* Requirement
Your answer must be the exact lines from the one holding "For a GIS import: Build" through the end of the entries, with no pictures.

BEGIN Dataset content

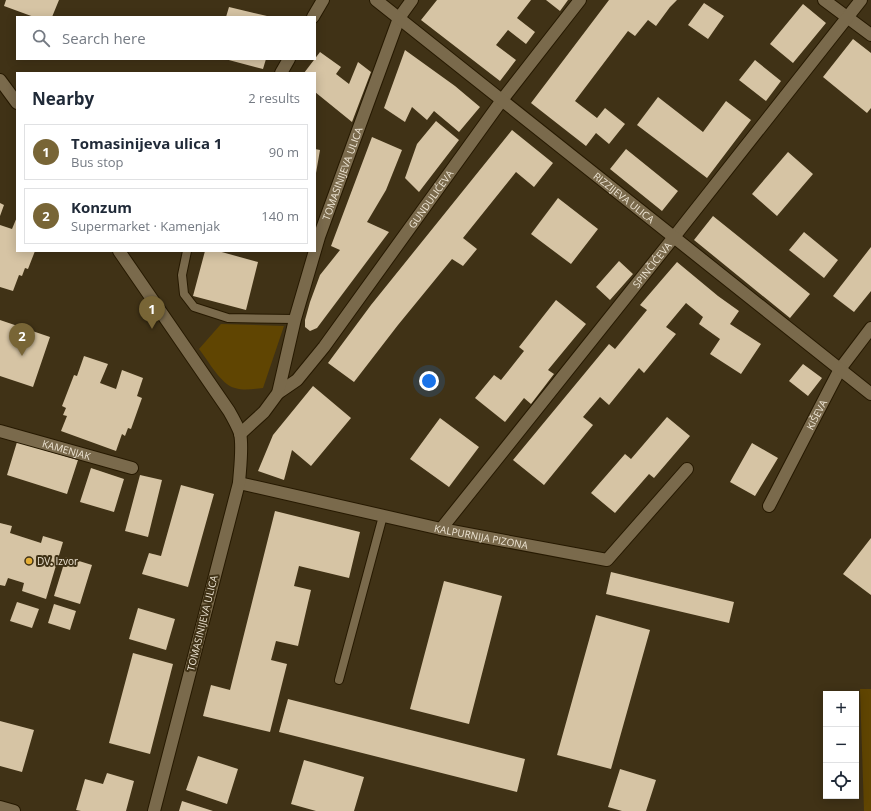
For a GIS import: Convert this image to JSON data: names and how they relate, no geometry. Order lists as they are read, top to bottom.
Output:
{
  "streets": {
    "street": [
      "TOMASINIJEVA ULICA",
      "RIZZIJEVA ULICA",
      "GUNDULIĆEVA",
      "SPINČIĆEVA",
      "KIŠEVA",
      "KAMENJAK",
      "KALPURNIJA PIZONA"
    ]
  },
  "crossings": [
    ["TOMASINIJEVA ULICA", "RIZZIJEVA ULICA"],
    ["TOMASINIJEVA ULICA", "GUNDULIĆEVA"],
    ["TOMASINIJEVA ULICA", "KALPURNIJA PIZONA"],
    ["RIZZIJEVA ULICA", "GUNDULIĆEVA"],
    ["RIZZIJEVA ULICA", "SPINČIĆEVA"],
    ["RIZZIJEVA ULICA", "KIŠEVA"],
    ["SPINČIĆEVA", "KALPURNIJA PIZONA"]
  ],
  "places": ["DV. Izvor"],
  "page": {
    "search": "Search here",
    "heading": ["Nearby", "2 results"],
    "list": [
      {
        "mark": "1",
        "name": "Tomasinijeva ulica 1",
        "note": "Bus stop",
        "value": "90 m"
      },
      {
        "mark": "2",
        "name": "Konzum",
        "note": "Supermarket · Kamenjak",
        "value": "140 m"
      }
    ],
    "pins": ["1", "2"],
    "map_buttons": ["+", "−"]
  }
}
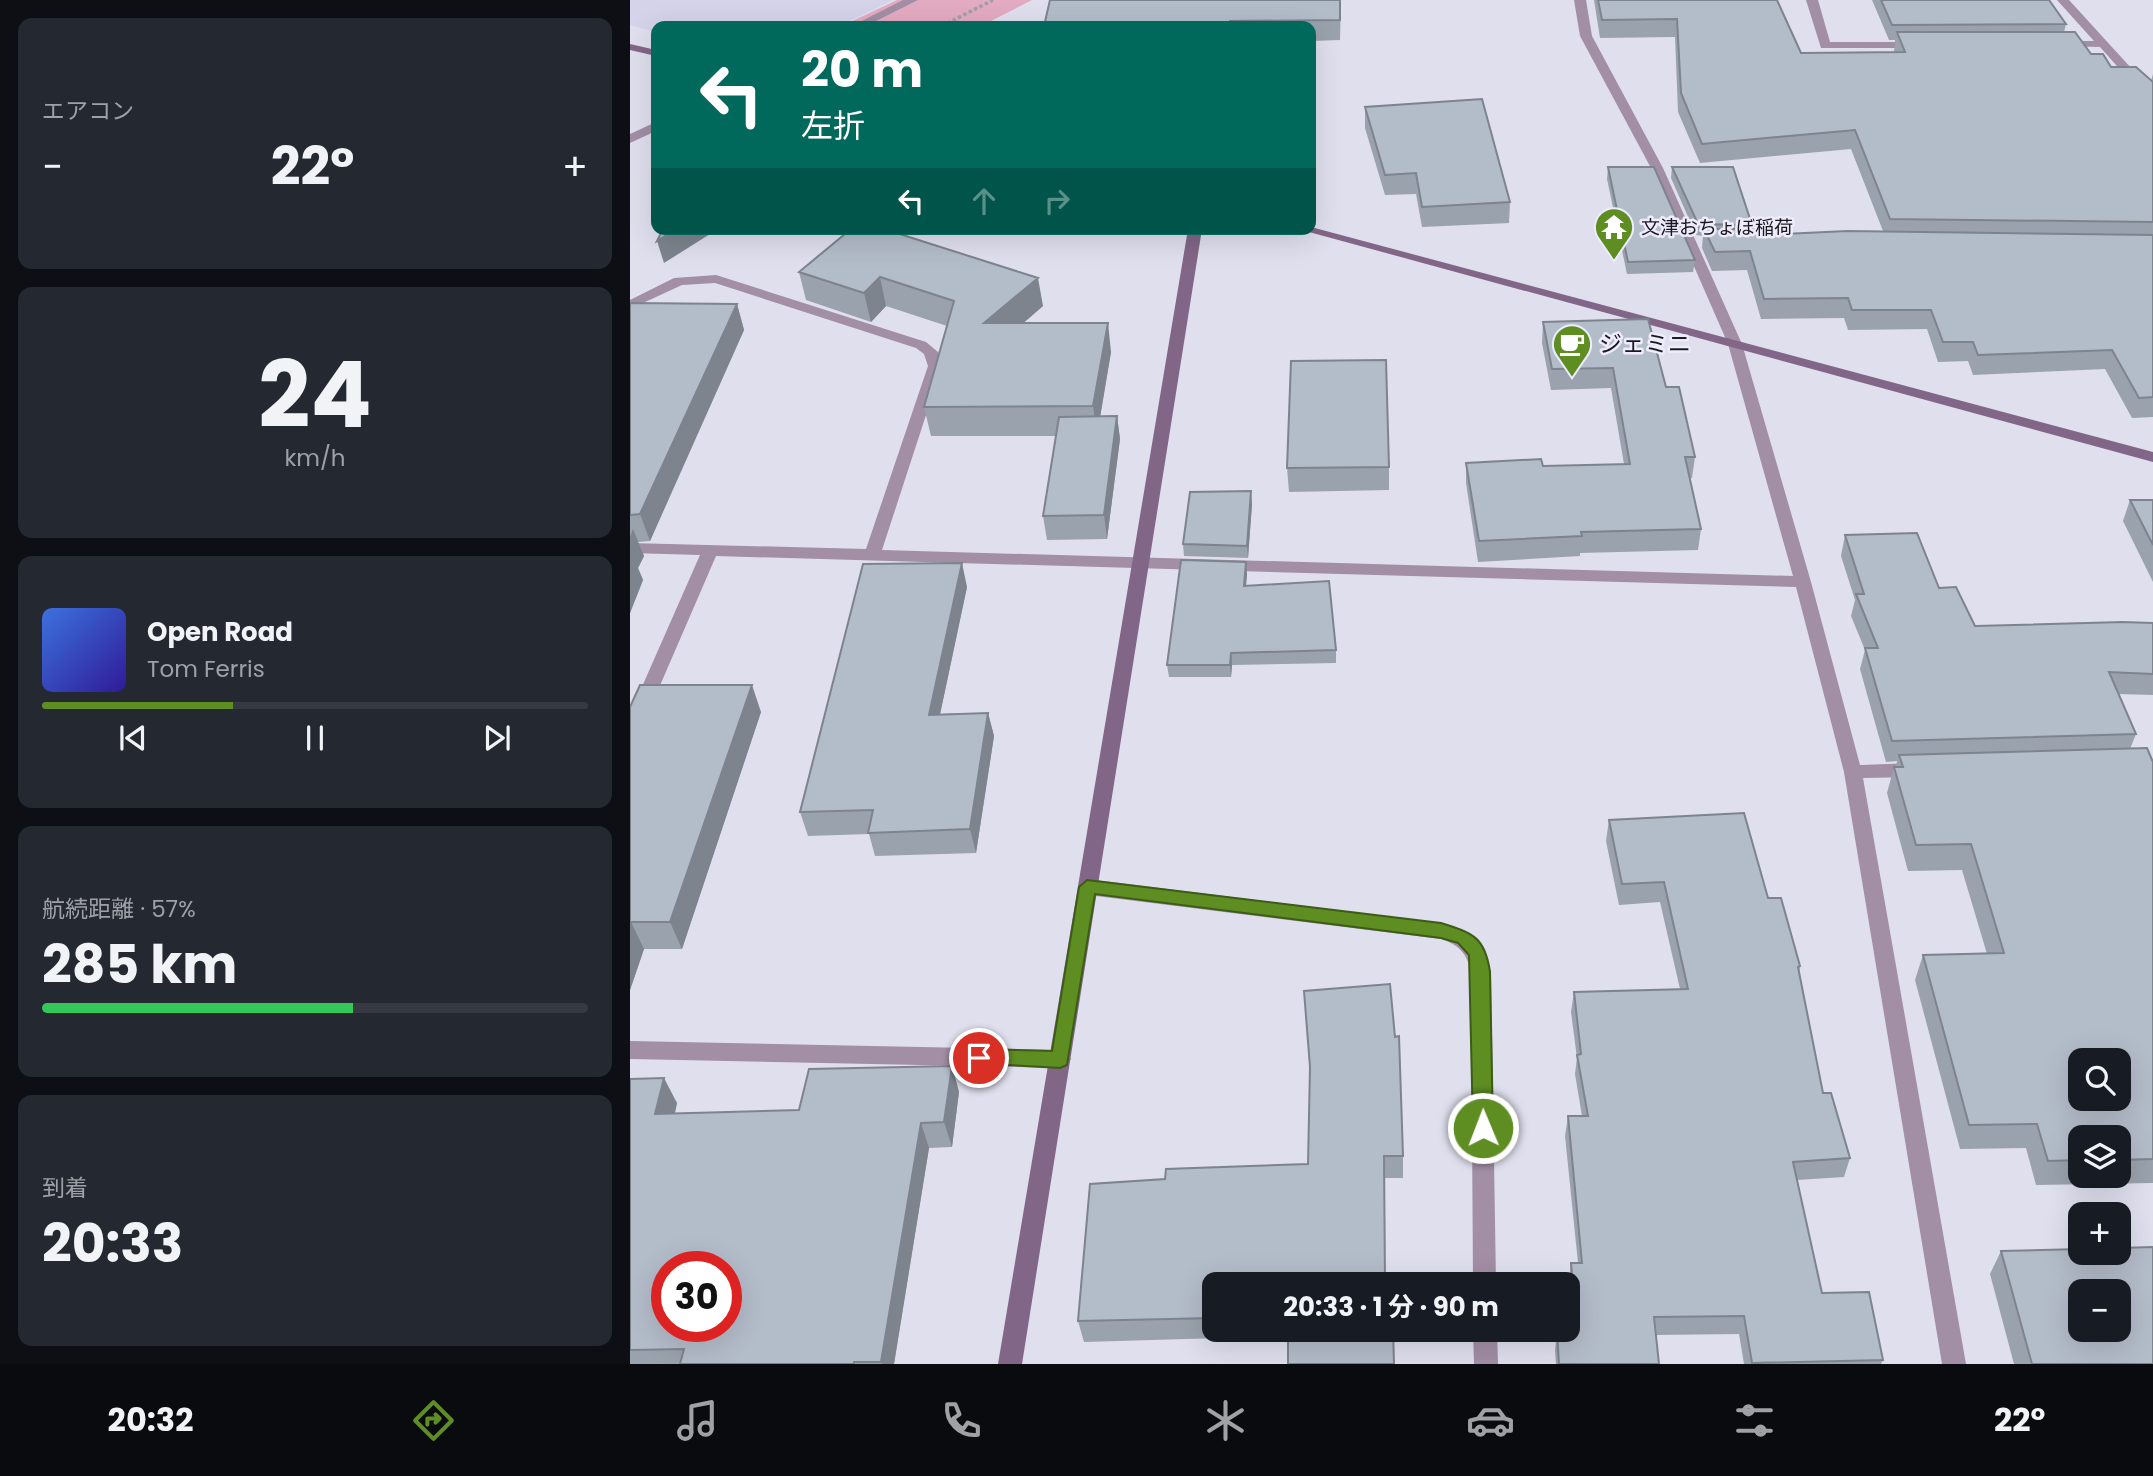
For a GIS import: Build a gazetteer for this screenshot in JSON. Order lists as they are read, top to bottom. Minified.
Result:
{"places":{"temple":["文津おちょぼ稲荷"],"cafe":["ジェミニ"]},"page":{"tile":["エアコン",["24","km/h"],["航続距離 · 57%","285 km"],["到着","20:33"]],"turn":["20 m","左折"],"heat":["−","22°","+"],"song":["Open Road","Tom Ferris"],"map_buttons":["+","−"],"limit":"30","trip":"20:33 · 1 分 · 90 m","tabs":["20:32","22°"]}}
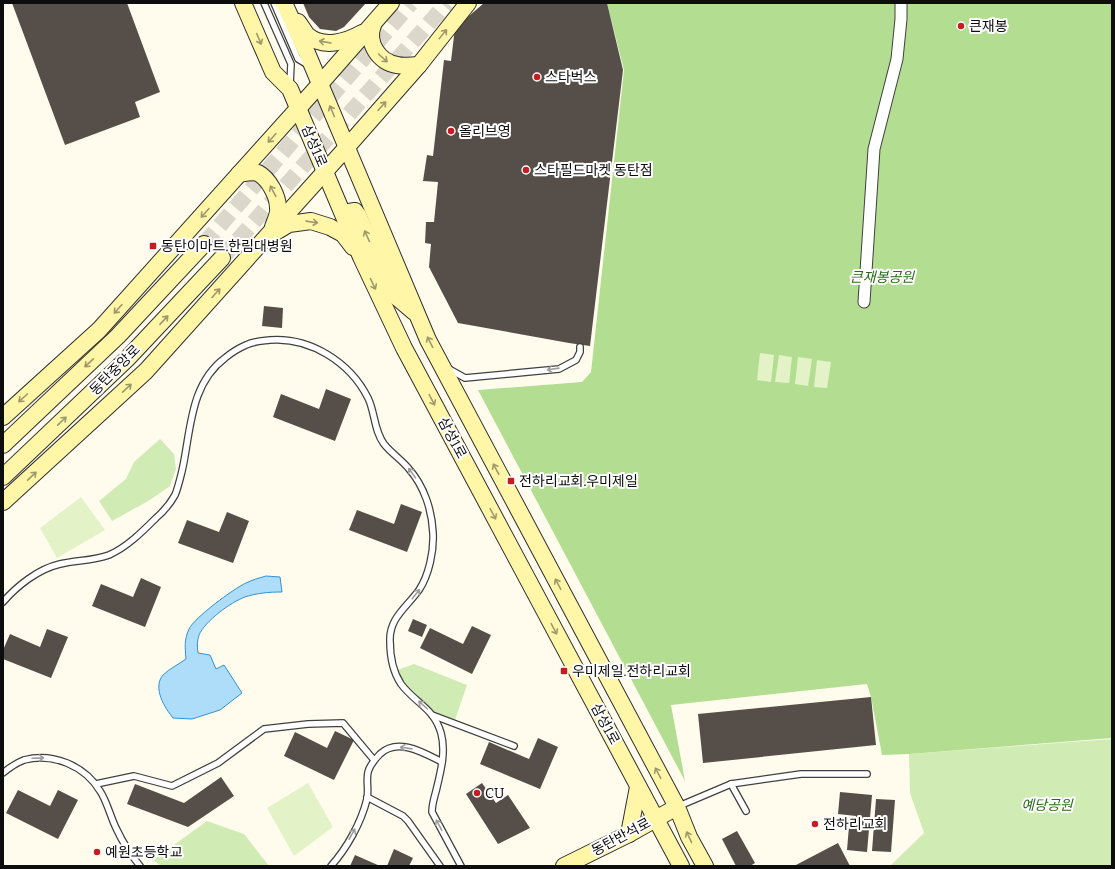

END Dataset content

* Your solution
For a GIS import: Build a gazetteer for this screenshot in JSON. Order lists as they are read, top to bottom. Minified.
Result:
{"places":{"temple":["文津おちょぼ稲荷"],"cafe":["ジェミニ"]},"page":{"tile":["エアコン",["24","km/h"],["航続距離 · 57%","285 km"],["到着","20:33"]],"turn":["20 m","左折"],"heat":["−","22°","+"],"song":["Open Road","Tom Ferris"],"map_buttons":["+","−"],"limit":"30","trip":"20:33 · 1 分 · 90 m","tabs":["20:32","22°"]}}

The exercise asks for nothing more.